Arwen
Arwen parses sitemaps that adhere to the sitemaps.org protocol. Inspired by benbalter's sitemap-parser gem, arwen automatically detects if recursion is needed by analyzing the presence of <sitemapindex>
. It also leverages Typheous' parallel request functionality via Typheous::Hydra
when needed to drastically speed up
fetching large sitemaps.
Documentation: https://rubydoc.info/gems/arwen
Installation
Add this line to your application's Gemfile:
gem 'arwen'
And then execute:
$ bundle install
Or install it yourself as:
$ gem install arwen
Usage
To parse a sitemap, create a new Arwen
instance, passing it the URL to the sitemap and, optionally, any options that should be passed to Typheous::Request
.
arwen = Arwen.new("https://www.example.org/sitemap.xml")

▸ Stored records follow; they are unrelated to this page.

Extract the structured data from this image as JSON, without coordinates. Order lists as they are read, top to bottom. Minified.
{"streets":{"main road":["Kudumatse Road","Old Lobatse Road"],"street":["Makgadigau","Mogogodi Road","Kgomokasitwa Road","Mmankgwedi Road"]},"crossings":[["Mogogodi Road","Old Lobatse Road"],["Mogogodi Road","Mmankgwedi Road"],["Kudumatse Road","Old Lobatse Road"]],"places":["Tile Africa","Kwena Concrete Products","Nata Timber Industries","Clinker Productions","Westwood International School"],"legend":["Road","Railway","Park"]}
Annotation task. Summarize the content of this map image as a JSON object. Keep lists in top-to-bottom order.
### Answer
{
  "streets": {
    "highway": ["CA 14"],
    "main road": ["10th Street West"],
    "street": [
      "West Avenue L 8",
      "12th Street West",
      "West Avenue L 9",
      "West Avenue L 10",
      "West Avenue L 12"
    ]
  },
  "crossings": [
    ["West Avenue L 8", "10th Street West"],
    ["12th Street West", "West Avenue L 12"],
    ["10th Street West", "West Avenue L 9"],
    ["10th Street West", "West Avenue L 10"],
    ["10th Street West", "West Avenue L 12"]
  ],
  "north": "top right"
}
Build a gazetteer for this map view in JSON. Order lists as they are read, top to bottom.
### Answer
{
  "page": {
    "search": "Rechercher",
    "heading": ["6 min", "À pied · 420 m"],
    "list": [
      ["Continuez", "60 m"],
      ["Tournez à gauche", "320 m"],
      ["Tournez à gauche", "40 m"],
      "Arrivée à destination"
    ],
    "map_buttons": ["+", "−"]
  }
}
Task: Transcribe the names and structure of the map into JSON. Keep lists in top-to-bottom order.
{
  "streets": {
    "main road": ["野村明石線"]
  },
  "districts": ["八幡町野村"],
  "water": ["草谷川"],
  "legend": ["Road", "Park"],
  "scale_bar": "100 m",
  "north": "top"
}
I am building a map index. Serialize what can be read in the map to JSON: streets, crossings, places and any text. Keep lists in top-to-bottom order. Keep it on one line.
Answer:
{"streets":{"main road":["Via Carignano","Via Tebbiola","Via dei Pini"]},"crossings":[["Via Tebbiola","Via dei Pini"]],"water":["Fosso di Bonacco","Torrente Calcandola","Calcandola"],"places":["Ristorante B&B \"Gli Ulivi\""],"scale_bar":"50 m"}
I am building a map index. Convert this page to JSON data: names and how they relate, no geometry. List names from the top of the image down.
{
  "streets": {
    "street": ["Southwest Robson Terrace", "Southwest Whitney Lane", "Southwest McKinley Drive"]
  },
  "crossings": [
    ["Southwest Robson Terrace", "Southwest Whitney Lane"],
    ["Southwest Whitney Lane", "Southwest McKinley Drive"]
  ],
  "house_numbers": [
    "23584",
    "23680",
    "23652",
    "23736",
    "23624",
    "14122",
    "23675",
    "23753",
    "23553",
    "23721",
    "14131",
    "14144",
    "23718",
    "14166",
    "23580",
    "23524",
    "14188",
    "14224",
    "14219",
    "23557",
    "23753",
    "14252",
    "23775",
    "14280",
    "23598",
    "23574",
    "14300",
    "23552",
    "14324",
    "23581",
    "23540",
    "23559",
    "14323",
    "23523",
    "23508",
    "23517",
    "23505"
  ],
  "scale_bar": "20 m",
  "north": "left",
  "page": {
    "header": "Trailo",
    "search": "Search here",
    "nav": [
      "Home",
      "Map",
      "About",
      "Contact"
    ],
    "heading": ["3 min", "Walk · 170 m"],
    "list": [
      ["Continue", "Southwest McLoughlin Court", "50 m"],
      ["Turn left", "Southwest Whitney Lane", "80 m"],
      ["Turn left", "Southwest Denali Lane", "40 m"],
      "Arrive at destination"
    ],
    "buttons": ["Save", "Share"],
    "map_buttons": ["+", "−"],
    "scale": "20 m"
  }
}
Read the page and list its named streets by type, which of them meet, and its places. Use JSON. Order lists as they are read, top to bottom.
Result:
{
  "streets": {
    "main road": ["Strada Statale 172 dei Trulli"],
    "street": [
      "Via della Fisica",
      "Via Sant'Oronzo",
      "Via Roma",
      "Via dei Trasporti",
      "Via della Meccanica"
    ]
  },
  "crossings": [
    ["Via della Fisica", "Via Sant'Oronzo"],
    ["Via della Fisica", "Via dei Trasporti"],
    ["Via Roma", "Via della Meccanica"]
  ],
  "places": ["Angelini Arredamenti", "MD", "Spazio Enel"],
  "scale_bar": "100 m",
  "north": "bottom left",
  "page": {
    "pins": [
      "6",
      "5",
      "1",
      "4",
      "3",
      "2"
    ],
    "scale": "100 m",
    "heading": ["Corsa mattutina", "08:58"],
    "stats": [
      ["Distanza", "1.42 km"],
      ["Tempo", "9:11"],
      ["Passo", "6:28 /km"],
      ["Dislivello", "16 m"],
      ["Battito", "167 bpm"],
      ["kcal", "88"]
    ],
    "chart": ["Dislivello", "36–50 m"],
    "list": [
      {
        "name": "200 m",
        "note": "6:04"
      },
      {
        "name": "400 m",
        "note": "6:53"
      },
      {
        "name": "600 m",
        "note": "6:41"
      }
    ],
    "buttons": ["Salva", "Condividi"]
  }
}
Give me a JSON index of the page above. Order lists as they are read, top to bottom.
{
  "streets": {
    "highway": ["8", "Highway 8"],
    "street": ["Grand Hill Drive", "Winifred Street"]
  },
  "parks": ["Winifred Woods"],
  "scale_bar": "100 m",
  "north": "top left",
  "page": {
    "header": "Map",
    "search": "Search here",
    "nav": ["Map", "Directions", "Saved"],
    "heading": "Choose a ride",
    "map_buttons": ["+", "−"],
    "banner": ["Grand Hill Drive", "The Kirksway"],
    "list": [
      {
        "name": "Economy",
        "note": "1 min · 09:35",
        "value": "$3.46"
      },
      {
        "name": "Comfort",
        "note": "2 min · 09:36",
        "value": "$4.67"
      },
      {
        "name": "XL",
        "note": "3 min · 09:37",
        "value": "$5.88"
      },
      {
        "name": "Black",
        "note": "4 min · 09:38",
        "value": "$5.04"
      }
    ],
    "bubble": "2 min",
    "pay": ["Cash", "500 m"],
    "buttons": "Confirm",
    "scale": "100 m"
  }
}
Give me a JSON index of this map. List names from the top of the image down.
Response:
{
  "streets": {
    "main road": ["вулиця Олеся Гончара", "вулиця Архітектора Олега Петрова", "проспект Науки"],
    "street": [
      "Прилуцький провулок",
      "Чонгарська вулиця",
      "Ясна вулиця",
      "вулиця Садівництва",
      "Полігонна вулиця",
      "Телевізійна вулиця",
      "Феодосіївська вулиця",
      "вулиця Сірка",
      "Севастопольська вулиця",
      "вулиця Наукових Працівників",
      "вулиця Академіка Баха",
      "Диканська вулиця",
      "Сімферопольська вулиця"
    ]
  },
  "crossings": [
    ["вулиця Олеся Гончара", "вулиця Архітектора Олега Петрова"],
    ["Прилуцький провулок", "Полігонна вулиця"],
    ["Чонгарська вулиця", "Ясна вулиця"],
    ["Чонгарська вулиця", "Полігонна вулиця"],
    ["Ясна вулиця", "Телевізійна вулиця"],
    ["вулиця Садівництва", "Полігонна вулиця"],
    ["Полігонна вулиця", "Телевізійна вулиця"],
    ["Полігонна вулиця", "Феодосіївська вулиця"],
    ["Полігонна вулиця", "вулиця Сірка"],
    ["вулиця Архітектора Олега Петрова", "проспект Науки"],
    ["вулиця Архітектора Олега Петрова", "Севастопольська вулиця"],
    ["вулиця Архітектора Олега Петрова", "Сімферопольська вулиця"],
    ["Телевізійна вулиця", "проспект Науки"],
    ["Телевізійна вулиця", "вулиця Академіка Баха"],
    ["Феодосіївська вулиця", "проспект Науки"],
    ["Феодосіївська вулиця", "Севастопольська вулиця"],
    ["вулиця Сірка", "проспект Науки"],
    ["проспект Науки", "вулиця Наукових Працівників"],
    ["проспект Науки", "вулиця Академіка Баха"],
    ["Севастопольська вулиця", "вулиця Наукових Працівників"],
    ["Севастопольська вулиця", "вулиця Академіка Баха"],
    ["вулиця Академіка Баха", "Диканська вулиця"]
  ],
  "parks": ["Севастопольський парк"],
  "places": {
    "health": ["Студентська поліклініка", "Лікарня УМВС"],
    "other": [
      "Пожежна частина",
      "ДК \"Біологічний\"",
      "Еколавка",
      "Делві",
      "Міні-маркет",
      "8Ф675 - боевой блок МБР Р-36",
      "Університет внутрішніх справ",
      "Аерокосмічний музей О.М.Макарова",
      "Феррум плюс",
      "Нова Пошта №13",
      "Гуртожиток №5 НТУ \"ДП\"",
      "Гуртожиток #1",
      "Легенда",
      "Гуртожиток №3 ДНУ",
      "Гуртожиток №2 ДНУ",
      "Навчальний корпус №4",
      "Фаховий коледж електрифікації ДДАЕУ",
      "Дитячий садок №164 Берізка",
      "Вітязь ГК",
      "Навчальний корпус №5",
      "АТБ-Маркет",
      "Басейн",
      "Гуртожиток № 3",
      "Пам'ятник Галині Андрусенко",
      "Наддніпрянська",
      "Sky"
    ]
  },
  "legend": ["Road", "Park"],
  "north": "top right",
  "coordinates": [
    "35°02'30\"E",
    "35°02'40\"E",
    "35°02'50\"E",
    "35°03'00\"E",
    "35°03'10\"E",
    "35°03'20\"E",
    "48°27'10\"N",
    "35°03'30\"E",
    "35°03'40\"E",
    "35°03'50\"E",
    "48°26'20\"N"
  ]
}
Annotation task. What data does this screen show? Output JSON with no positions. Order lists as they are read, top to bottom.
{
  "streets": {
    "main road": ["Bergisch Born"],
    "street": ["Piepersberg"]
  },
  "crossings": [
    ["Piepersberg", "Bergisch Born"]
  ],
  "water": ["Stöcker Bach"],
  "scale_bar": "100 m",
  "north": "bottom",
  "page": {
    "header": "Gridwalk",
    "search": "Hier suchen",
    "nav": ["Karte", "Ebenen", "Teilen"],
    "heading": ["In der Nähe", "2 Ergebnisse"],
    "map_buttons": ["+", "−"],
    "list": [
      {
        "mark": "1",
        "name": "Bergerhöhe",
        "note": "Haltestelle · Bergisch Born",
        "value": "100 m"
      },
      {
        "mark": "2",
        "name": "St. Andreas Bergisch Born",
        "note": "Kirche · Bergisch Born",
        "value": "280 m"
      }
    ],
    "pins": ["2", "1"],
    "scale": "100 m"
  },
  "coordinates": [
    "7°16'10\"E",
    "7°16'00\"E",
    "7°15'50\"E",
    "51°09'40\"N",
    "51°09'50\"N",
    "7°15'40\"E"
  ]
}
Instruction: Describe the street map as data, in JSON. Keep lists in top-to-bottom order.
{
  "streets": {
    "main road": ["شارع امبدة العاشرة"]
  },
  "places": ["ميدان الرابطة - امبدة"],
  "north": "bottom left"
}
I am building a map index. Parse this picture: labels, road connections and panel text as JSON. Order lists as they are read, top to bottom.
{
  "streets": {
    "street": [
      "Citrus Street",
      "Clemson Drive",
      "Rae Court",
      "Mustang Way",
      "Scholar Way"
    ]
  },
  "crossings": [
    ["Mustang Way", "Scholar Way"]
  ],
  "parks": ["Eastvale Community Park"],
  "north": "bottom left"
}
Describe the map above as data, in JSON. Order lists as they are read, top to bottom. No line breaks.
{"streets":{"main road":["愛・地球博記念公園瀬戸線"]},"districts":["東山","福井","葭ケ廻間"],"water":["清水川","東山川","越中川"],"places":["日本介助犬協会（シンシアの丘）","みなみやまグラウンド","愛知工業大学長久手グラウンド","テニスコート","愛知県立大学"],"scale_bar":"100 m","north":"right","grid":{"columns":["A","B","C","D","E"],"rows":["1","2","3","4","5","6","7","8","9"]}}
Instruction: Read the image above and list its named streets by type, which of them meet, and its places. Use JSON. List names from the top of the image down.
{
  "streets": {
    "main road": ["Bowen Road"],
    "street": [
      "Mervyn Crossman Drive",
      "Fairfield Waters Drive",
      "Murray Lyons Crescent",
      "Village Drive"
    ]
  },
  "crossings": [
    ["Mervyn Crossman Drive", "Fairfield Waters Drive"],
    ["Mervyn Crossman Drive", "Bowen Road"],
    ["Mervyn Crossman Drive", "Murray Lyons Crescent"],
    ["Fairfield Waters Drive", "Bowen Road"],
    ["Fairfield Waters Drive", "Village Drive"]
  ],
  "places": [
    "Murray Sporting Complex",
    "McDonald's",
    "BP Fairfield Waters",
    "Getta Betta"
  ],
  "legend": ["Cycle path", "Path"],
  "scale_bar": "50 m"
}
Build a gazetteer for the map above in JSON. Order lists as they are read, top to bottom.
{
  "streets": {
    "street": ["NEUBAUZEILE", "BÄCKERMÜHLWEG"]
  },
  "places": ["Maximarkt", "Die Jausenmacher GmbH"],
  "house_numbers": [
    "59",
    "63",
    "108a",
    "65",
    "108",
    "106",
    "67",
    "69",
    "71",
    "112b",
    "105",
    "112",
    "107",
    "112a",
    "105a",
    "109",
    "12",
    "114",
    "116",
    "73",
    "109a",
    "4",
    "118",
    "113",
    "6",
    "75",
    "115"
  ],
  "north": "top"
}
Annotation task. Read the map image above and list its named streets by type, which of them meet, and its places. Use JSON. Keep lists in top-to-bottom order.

As long as the sitemap implements the sitemaps.org protocol, arwen
will check if the sitemap should be parsed recursively (i.e. if the sitemap implements <sitemapindex>
). The sitemap is not fetched until a method is called that accesses it.
arwen
uses Ox
has its XML parser. To access the raw Ox::Document
sitemap, use the sitemap
instance method. See the Ox::Document
documentation for full details.
arwen.sitemap # Ox::document
The urls
instance method returns an array of Arwen::Url
objects. Arwen::Url
is a simple object that models the <url>
schema in the sitemaps.org protocol.
arwen.urls # Array<Arwen::Url>
To get an array of just the url strings for the whole sitemap, use the to_a
instance method:
arwen.to_a # Array<string>
Development
After checking out the repo, run bin/setup
to install dependencies. Then, run rake test
to run the tests. You can also run bin/console
for an interactive prompt that will allow you to experiment.
To install this gem onto your local machine, run bundle exec rake install
. To release a new version, update the version number in version.rb
, and then run bundle exec rake release
, which will create a git tag for the version, push git commits and the created tag, and push the .gem
file to rubygems.org.
Contributing
Bug reports and pull requests are welcome on GitHub at https://github.com/adamhake/arwen.
License
The gem is available as open source under the terms of the MIT License.
Yes, the name is a reference to the Half-Elven daughter of Elrond.